EXERCISE REQUIREMENTS: Verbatim copy, images excluded: write out each record shown below.

=== Section Start ===

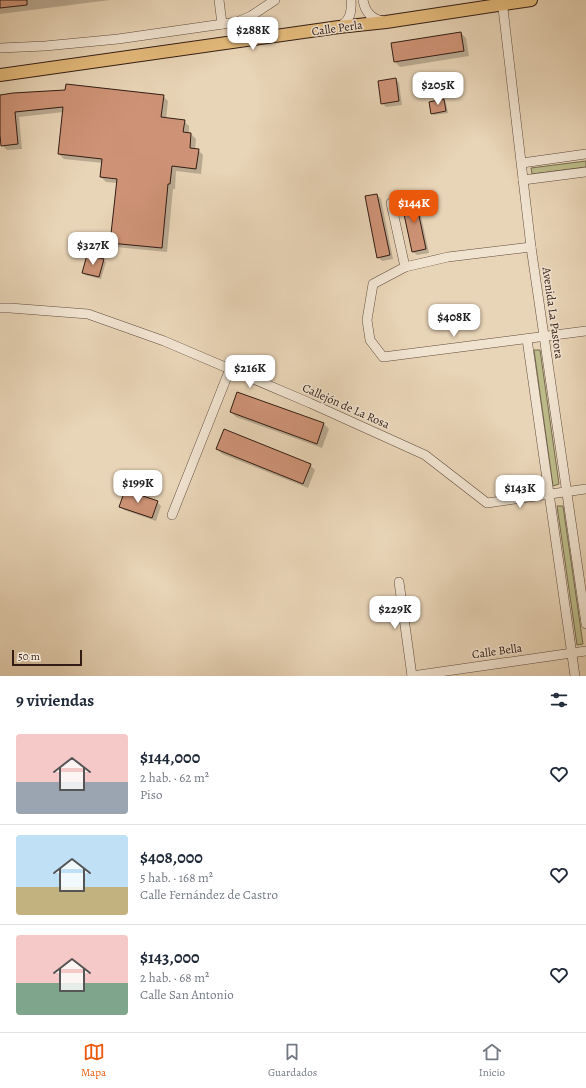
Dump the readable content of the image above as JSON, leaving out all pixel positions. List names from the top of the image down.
{
  "streets": {
    "main road": ["Calle Perla"],
    "street": ["Avenida La Pastora", "Callejón de La Rosa", "Calle Bella"]
  },
  "crossings": [
    ["Calle Perla", "Avenida La Pastora"]
  ],
  "scale_bar": "50 m",
  "page": {
    "price": [
      "$288K",
      "$205K",
      "$144K",
      "$327K",
      "$408K",
      "$216K",
      "$199K",
      "$143K",
      "$229K"
    ],
    "scale": "50 m",
    "heading": "9 viviendas",
    "list": [
      {
        "name": "$144,000",
        "note": "2 hab. · 62 m² · Piso"
      },
      {
        "name": "$408,000",
        "note": "5 hab. · 168 m² · Calle Fernández de Castro"
      },
      {
        "name": "$143,000",
        "note": "2 hab. · 68 m² · Calle San Antonio"
      }
    ],
    "tabs": ["Mapa", "Guardados", "Inicio"]
  }
}
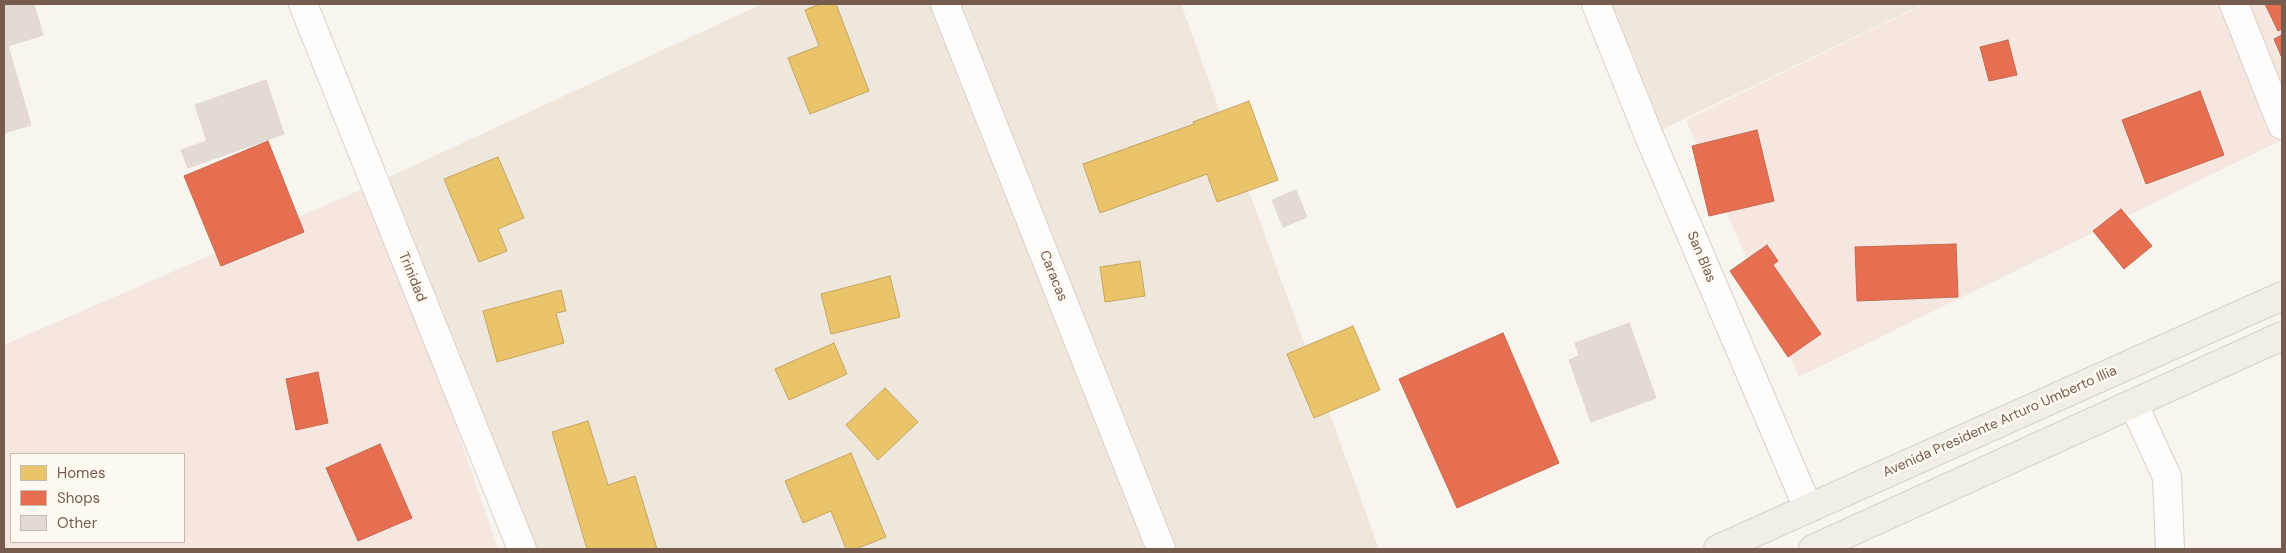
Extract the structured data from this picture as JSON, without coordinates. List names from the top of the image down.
{
  "streets": {
    "main road": ["Avenida Presidente Arturo Umberto Illia"],
    "street": ["San Blas", "Caracas", "Trinidad"]
  },
  "crossings": [
    ["San Blas", "Avenida Presidente Arturo Umberto Illia"]
  ],
  "legend": ["Homes", "Shops", "Other"]
}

=== Section End ===

OUTPUT FOR THIS EXERCISE:
Dump the readable content of the image above as JSON, leaving out all pixel positions. List names from the top of the image down.
{
  "streets": {
    "main road": ["Calle Perla"],
    "street": ["Avenida La Pastora", "Callejón de La Rosa", "Calle Bella"]
  },
  "crossings": [
    ["Calle Perla", "Avenida La Pastora"]
  ],
  "scale_bar": "50 m",
  "page": {
    "price": [
      "$288K",
      "$205K",
      "$144K",
      "$327K",
      "$408K",
      "$216K",
      "$199K",
      "$143K",
      "$229K"
    ],
    "scale": "50 m",
    "heading": "9 viviendas",
    "list": [
      {
        "name": "$144,000",
        "note": "2 hab. · 62 m² · Piso"
      },
      {
        "name": "$408,000",
        "note": "5 hab. · 168 m² · Calle Fernández de Castro"
      },
      {
        "name": "$143,000",
        "note": "2 hab. · 68 m² · Calle San Antonio"
      }
    ],
    "tabs": ["Mapa", "Guardados", "Inicio"]
  }
}
Extract the structured data from this picture as JSON, without coordinates. List names from the top of the image down.
{
  "streets": {
    "main road": ["Avenida Presidente Arturo Umberto Illia"],
    "street": ["San Blas", "Caracas", "Trinidad"]
  },
  "crossings": [
    ["San Blas", "Avenida Presidente Arturo Umberto Illia"]
  ],
  "legend": ["Homes", "Shops", "Other"]
}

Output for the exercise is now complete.